Diese Methode ist dutzendfach billiger als ihre Alternativen, sie ermöglicht eine einfache Kontrolle der Porenstruktur der Membranen. Außerdem ist diese Methode reproduzierbar und skalierbar, was für potenzielle Industriepartner sehr interessant ist", sagt Vyacheslav Buznik, ein Akademiker der Russischen Akademie der Wissenschaften, einer der Autoren des Artikels.

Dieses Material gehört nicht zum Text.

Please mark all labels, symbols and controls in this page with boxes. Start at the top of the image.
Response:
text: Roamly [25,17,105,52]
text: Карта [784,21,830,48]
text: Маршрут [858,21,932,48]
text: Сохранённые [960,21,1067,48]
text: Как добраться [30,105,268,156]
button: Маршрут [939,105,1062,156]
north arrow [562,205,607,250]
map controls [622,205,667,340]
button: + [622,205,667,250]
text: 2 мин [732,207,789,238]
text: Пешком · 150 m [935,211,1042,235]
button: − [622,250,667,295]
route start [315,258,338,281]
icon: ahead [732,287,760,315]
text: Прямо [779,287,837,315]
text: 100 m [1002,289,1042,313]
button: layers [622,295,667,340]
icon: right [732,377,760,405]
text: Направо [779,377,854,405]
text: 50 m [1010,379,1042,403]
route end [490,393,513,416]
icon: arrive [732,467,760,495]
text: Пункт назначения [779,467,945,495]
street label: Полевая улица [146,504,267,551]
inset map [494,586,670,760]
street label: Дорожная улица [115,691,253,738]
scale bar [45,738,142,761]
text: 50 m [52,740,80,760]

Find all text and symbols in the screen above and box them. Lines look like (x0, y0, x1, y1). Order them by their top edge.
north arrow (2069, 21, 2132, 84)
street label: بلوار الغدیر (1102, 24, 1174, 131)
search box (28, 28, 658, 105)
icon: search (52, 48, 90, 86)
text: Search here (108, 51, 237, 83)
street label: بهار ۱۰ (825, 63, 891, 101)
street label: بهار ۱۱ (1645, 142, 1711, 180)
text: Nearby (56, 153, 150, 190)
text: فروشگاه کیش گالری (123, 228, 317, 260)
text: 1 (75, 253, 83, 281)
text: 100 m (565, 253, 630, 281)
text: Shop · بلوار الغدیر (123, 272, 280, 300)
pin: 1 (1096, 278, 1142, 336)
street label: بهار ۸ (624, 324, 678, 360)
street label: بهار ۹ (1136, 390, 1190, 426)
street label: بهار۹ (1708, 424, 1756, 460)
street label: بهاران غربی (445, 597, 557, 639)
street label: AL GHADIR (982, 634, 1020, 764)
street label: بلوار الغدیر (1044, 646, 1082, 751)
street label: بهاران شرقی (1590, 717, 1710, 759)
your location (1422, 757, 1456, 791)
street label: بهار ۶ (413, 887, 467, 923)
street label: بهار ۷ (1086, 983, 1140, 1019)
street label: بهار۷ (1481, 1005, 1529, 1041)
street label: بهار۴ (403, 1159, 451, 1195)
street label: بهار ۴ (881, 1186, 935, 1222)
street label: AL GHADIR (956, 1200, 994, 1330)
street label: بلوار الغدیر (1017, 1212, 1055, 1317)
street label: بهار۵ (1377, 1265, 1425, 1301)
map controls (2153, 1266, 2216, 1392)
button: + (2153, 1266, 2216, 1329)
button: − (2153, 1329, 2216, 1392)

"Derzeit besteht die Hauptaufgabe der TPU-Forscher darin, die Möglichkeiten der Methode für die Lösung konkreter Anwendungsprobleme aufzuzeigen. Die Aufgabe ist kompliziert, komplex. Sie kann nur von interdisziplinären Teams, bestehend aus Materialspezialisten, Chemikern, Physikern, gelöst werden. Für uns ist es von entscheidender Bedeutung, dass es an der TPU alle erforderlichen Experten und Kompetenzen gibt. Das wird uns helfen, diesen Bereich aktiv zu entwickeln", stellt Marina Trusova, Direktorin der TPU Research School of Chemistry and Applied Biomedical Sciences, fest.